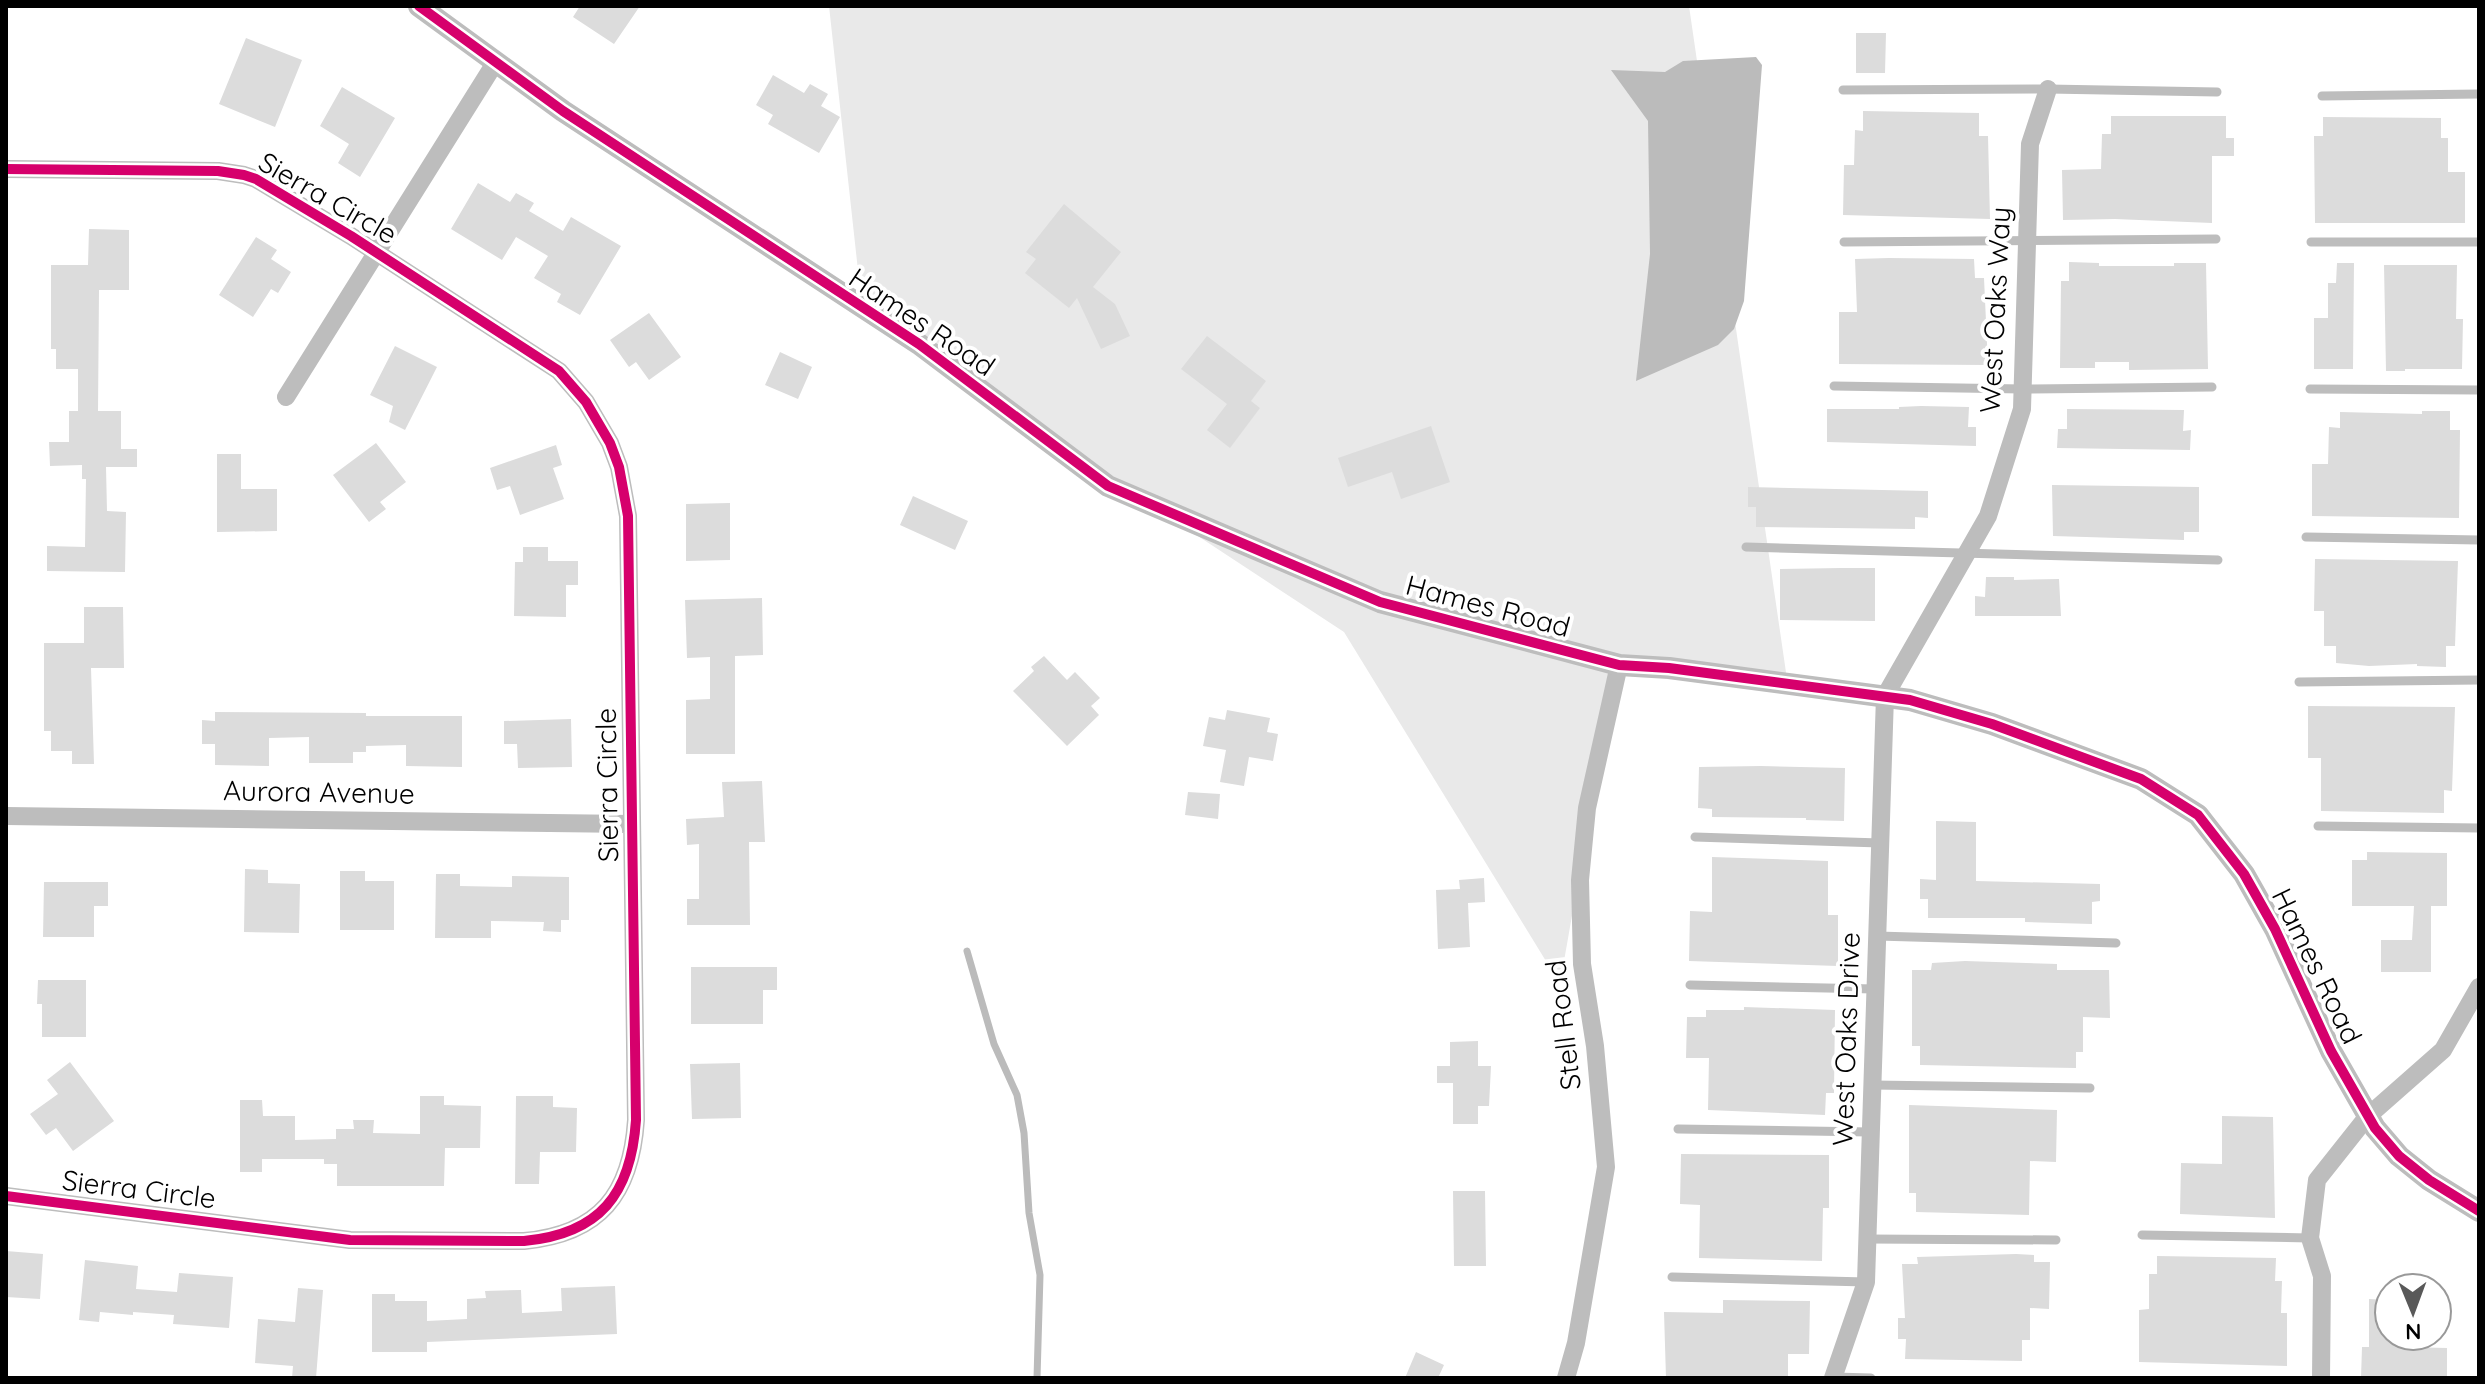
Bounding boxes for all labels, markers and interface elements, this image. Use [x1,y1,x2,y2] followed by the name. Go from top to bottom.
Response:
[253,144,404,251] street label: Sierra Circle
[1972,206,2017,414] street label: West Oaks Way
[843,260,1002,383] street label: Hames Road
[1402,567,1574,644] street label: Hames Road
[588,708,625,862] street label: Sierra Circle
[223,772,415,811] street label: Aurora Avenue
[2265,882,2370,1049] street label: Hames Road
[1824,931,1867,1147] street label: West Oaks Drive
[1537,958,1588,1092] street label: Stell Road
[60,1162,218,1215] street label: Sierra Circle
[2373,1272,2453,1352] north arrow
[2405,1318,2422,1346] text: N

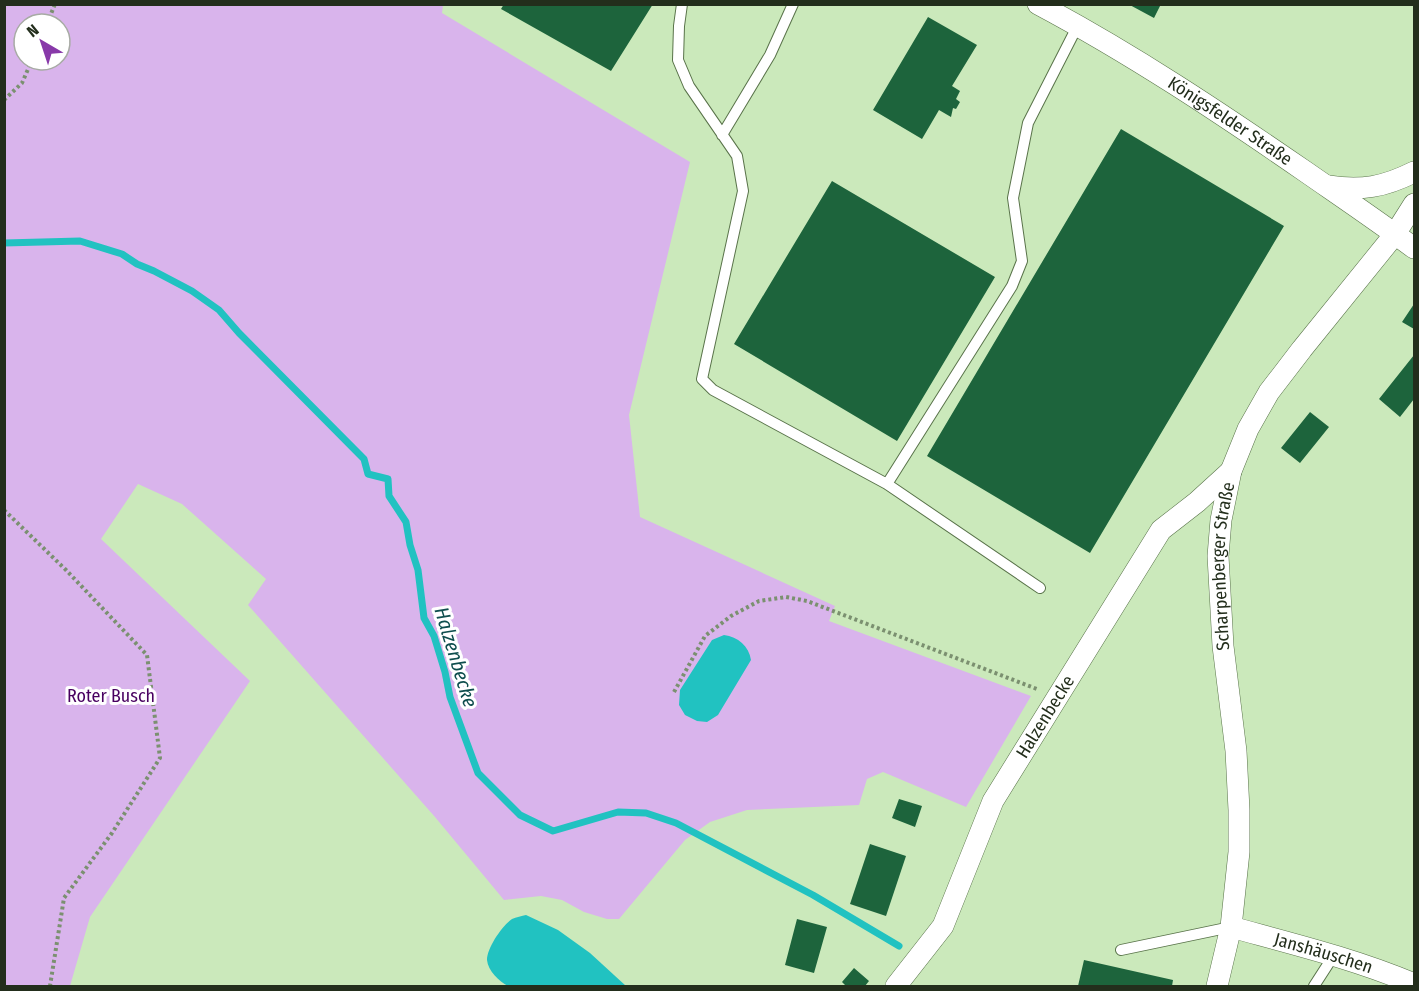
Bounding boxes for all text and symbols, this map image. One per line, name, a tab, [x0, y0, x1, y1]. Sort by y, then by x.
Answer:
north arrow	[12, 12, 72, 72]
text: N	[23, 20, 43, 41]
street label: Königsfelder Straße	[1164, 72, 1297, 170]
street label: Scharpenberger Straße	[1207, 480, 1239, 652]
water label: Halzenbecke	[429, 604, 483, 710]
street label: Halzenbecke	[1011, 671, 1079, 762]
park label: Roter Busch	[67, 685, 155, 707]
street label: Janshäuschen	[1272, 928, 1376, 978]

::::::::

• _Goal of the exercise_: Each line above has to be returned exactly. Drop the pictures.

• _Completed exercise_:
Bounding boxes for all labels, markers and interface elements, this image. Use [x1,y1,x2,y2] followed by the name. Go from top to bottom.
Response:
[253,144,404,251] street label: Sierra Circle
[1972,206,2017,414] street label: West Oaks Way
[843,260,1002,383] street label: Hames Road
[1402,567,1574,644] street label: Hames Road
[588,708,625,862] street label: Sierra Circle
[223,772,415,811] street label: Aurora Avenue
[2265,882,2370,1049] street label: Hames Road
[1824,931,1867,1147] street label: West Oaks Drive
[1537,958,1588,1092] street label: Stell Road
[60,1162,218,1215] street label: Sierra Circle
[2373,1272,2453,1352] north arrow
[2405,1318,2422,1346] text: N

Bounding boxes for all text and symbols, this map image. One per line, name, a tab, [x0, y0, x1, y1]. Sort by y, then by x.
Answer:
north arrow	[12, 12, 72, 72]
text: N	[23, 20, 43, 41]
street label: Königsfelder Straße	[1164, 72, 1297, 170]
street label: Scharpenberger Straße	[1207, 480, 1239, 652]
water label: Halzenbecke	[429, 604, 483, 710]
street label: Halzenbecke	[1011, 671, 1079, 762]
park label: Roter Busch	[67, 685, 155, 707]
street label: Janshäuschen	[1272, 928, 1376, 978]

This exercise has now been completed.